> **PROBLEM**: The response should be an exact transcription of the data below, free of images.

> **RECORDED INFORMATION**:
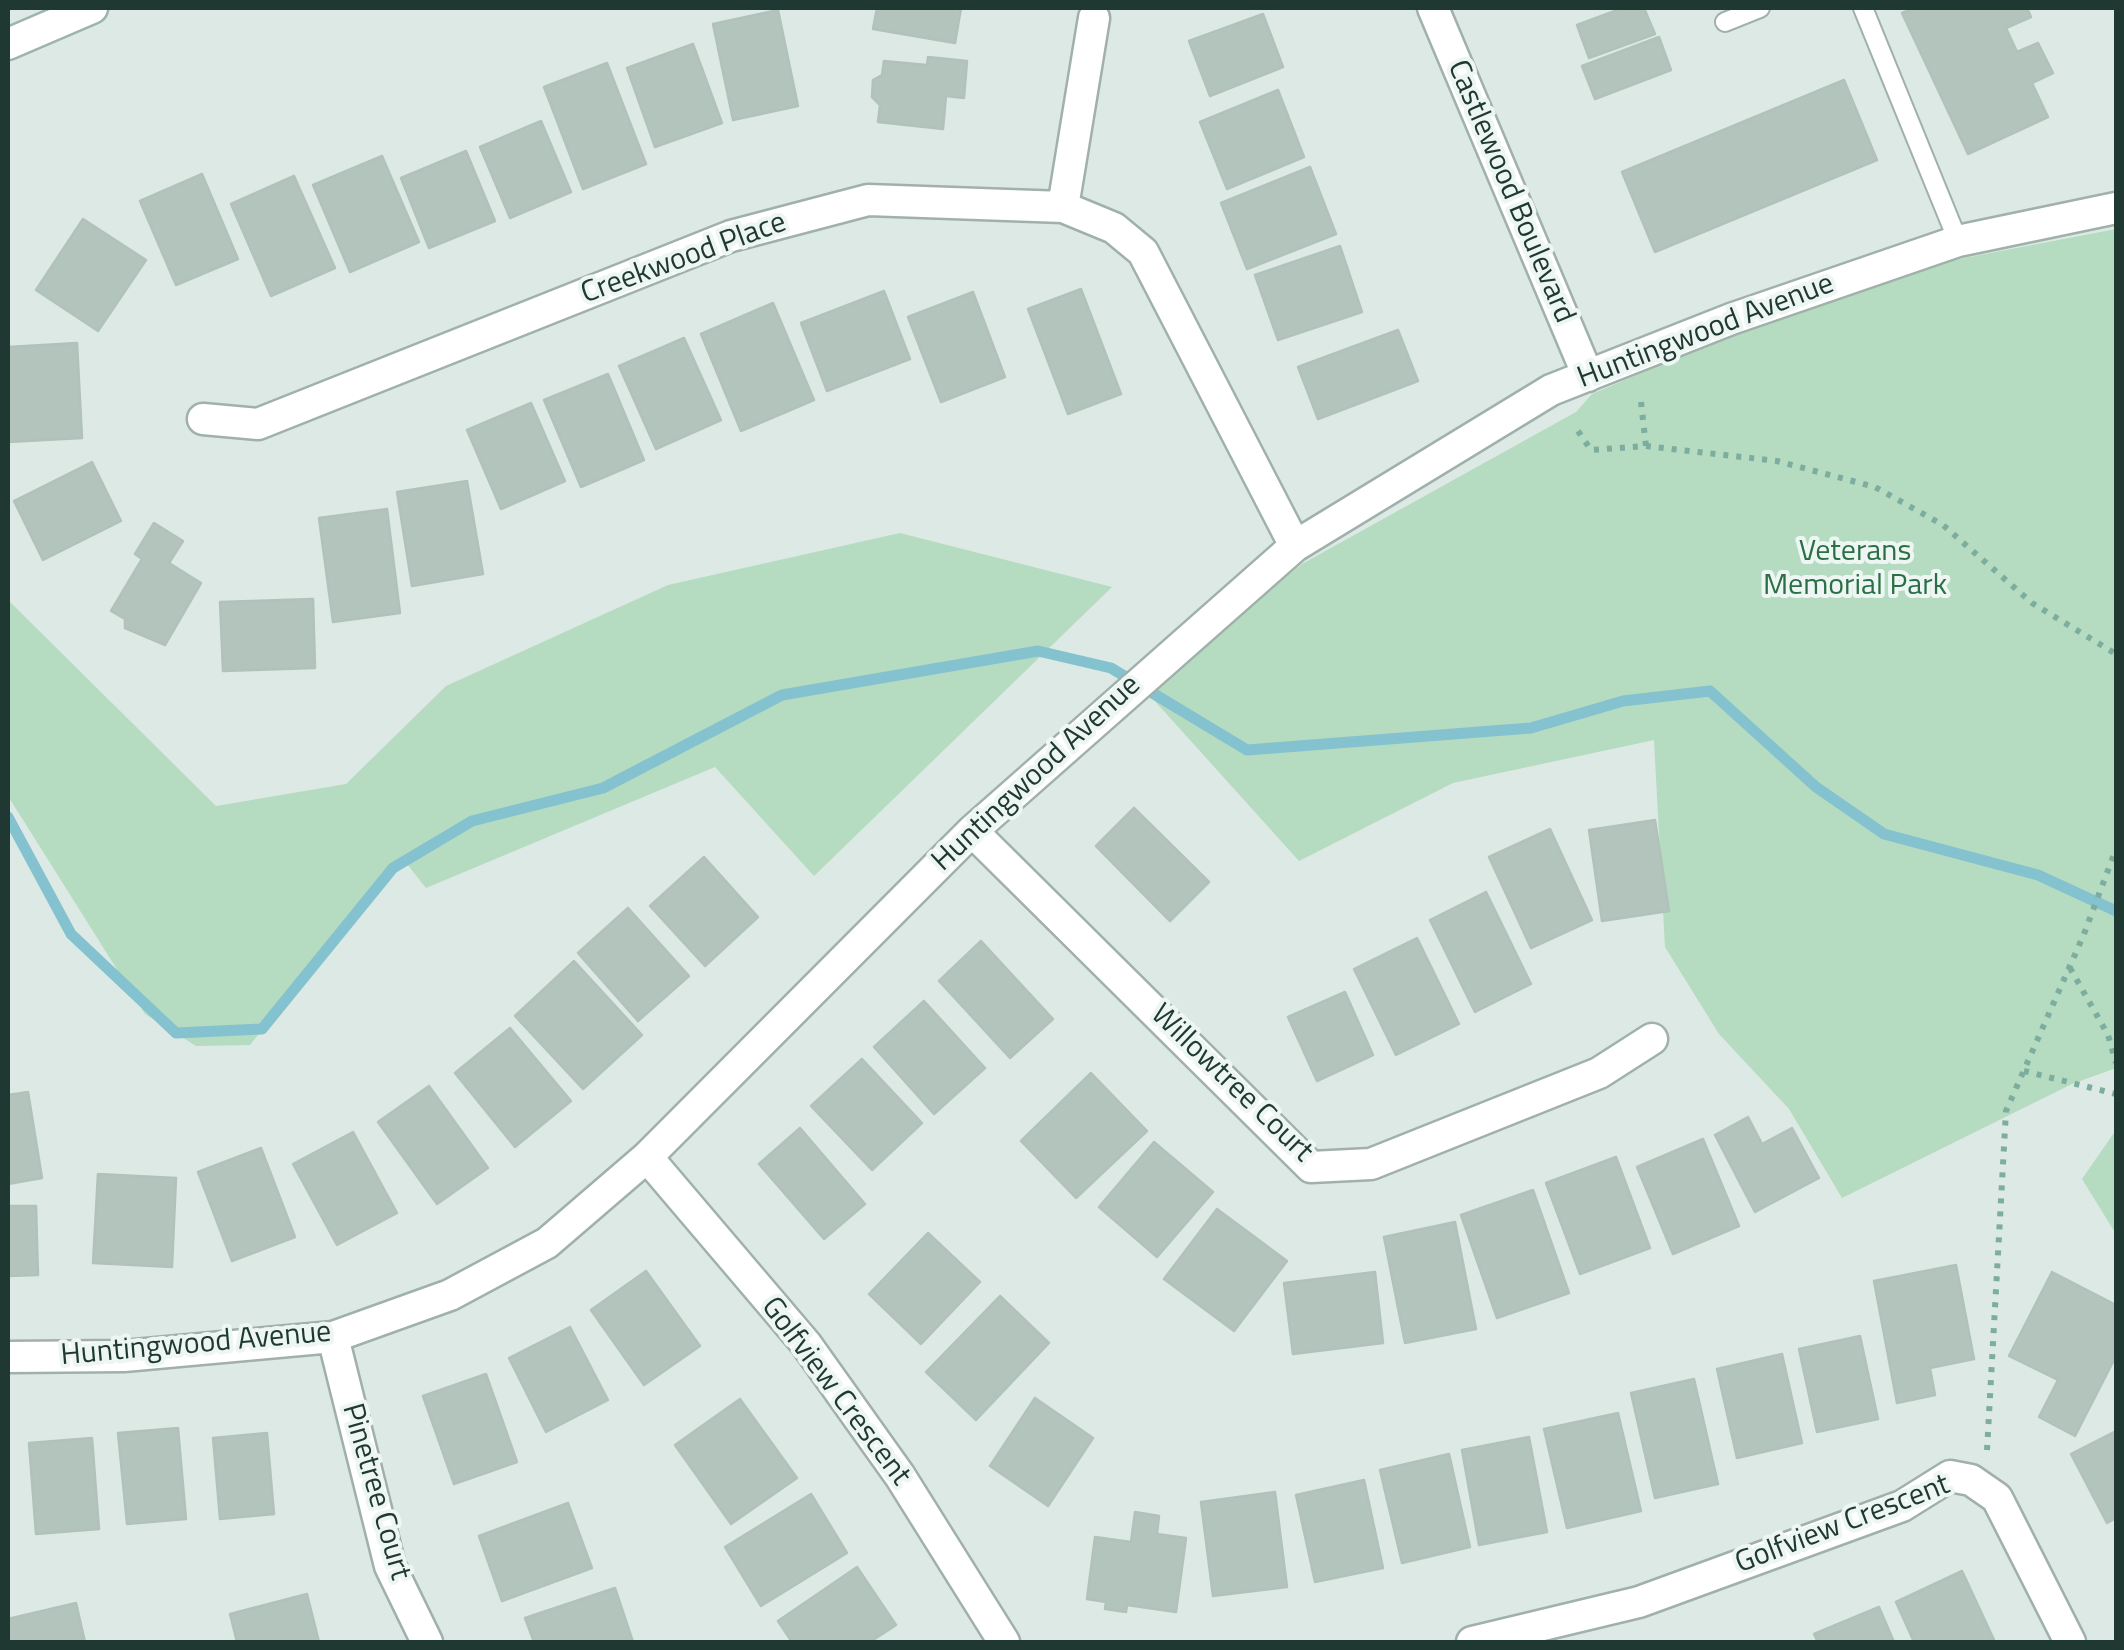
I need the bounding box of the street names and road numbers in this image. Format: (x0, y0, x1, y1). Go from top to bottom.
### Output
street label: Castlewood Boulevard (1438, 55, 1582, 329)
street label: Creekwood Place (577, 205, 791, 313)
street label: Huntingwood Avenue (1573, 267, 1839, 397)
street label: Huntingwood Avenue (925, 668, 1149, 880)
street label: Willowtree Court (1142, 997, 1320, 1171)
street label: Golfview Crescent (752, 1291, 918, 1493)
street label: Huntingwood Avenue (59, 1315, 333, 1375)
street label: Pinetree Court (333, 1400, 417, 1584)
street label: Golfview Crescent (1731, 1468, 1955, 1582)

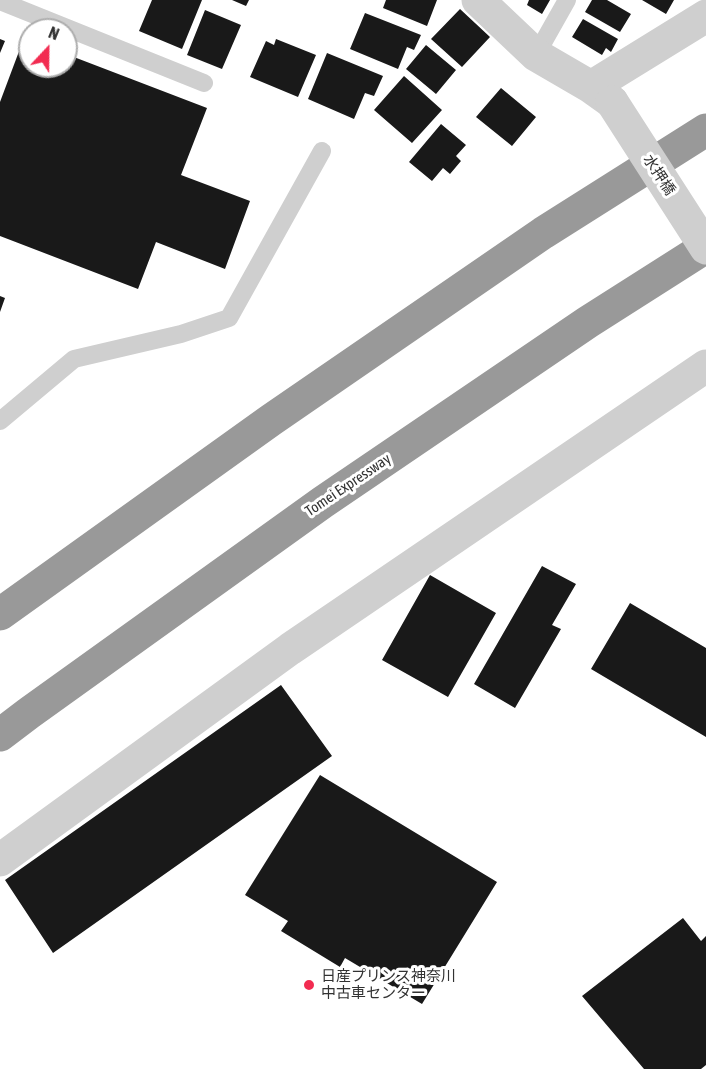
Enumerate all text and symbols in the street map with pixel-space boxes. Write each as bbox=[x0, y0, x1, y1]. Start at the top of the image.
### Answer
north arrow bbox=[18, 18, 78, 78]
text: N bbox=[46, 23, 62, 43]
street label: 水押橋 bbox=[639, 151, 679, 199]
street label: Tomei Expressway bbox=[302, 450, 394, 520]
place label: 日産プリンス神奈川 中古車センター bbox=[321, 967, 456, 1002]
marker: 日産プリンス神奈川 中古車センター bbox=[302, 978, 316, 992]

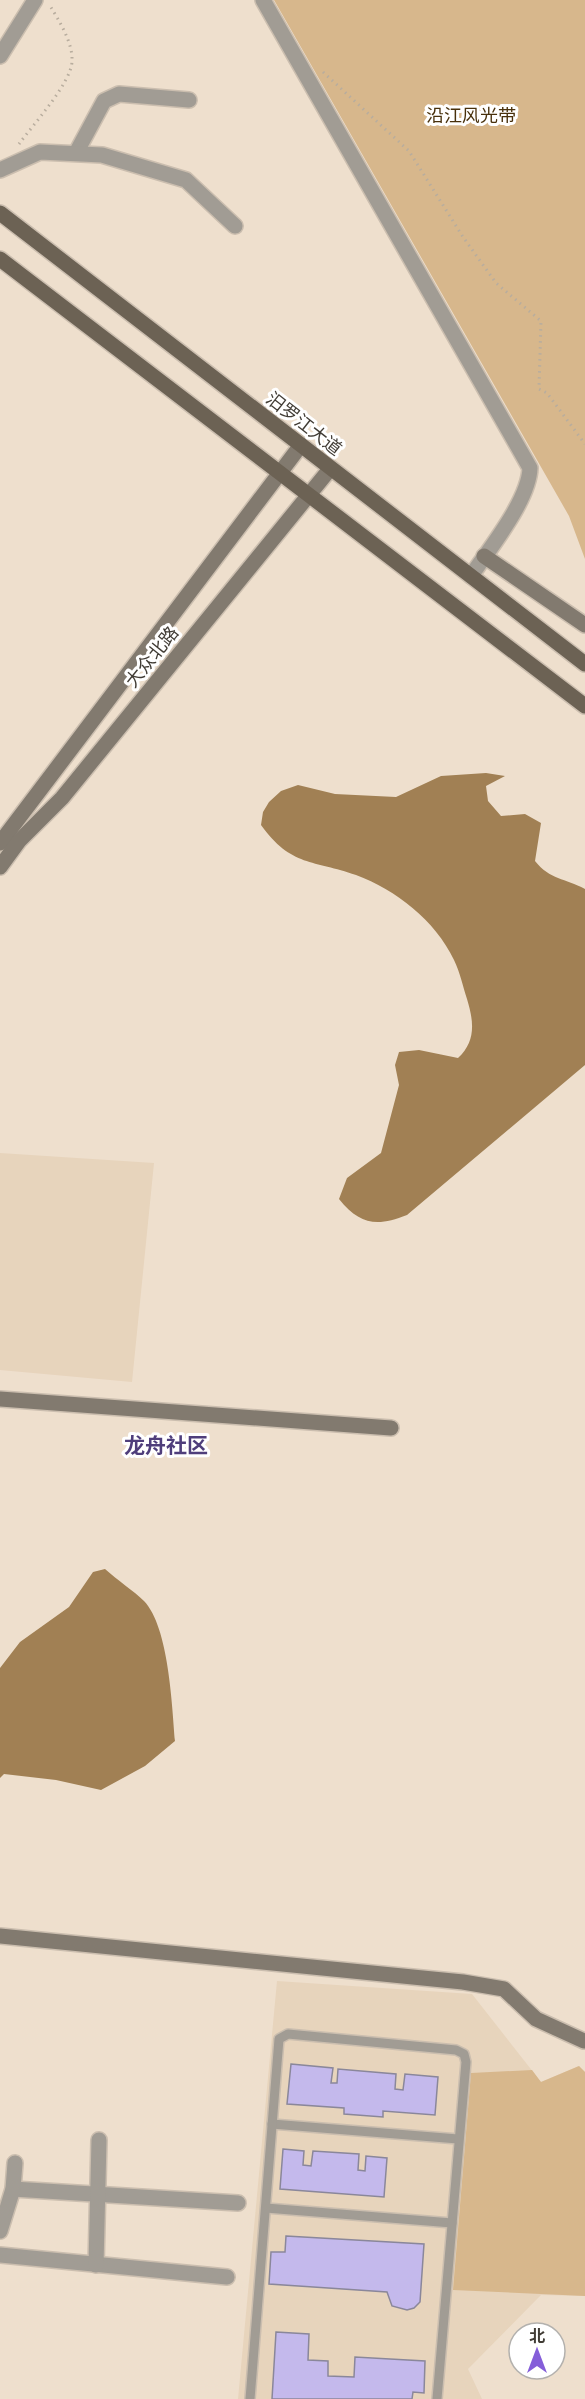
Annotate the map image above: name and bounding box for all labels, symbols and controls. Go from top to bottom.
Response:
park label: 沿江风光带 [426,103,516,127]
street label: 汨罗江大道 [262,386,347,460]
street label: 大众北路 [119,621,183,692]
district label: 龙舟社区 [124,1431,208,1459]
north arrow [507,2321,567,2381]
text: 北 [529,2325,545,2347]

> **SOLUTION TO THIS PROBLEM**:
I need the bounding box of the street names and road numbers in this image. Format: (x0, y0, x1, y1). Go from top to bottom.
### Output
street label: Castlewood Boulevard (1438, 55, 1582, 329)
street label: Creekwood Place (577, 205, 791, 313)
street label: Huntingwood Avenue (1573, 267, 1839, 397)
street label: Huntingwood Avenue (925, 668, 1149, 880)
street label: Willowtree Court (1142, 997, 1320, 1171)
street label: Golfview Crescent (752, 1291, 918, 1493)
street label: Huntingwood Avenue (59, 1315, 333, 1375)
street label: Pinetree Court (333, 1400, 417, 1584)
street label: Golfview Crescent (1731, 1468, 1955, 1582)

Enumerate all text and symbols in the street map with pixel-space boxes. Write each as bbox=[x0, y0, x1, y1]. Start at the top of the image.
### Answer
north arrow bbox=[18, 18, 78, 78]
text: N bbox=[46, 23, 62, 43]
street label: 水押橋 bbox=[639, 151, 679, 199]
street label: Tomei Expressway bbox=[302, 450, 394, 520]
place label: 日産プリンス神奈川 中古車センター bbox=[321, 967, 456, 1002]
marker: 日産プリンス神奈川 中古車センター bbox=[302, 978, 316, 992]

Annotate the map image above: name and bounding box for all labels, symbols and controls. Go from top to bottom.
Response:
park label: 沿江风光带 [426,103,516,127]
street label: 汨罗江大道 [262,386,347,460]
street label: 大众北路 [119,621,183,692]
district label: 龙舟社区 [124,1431,208,1459]
north arrow [507,2321,567,2381]
text: 北 [529,2325,545,2347]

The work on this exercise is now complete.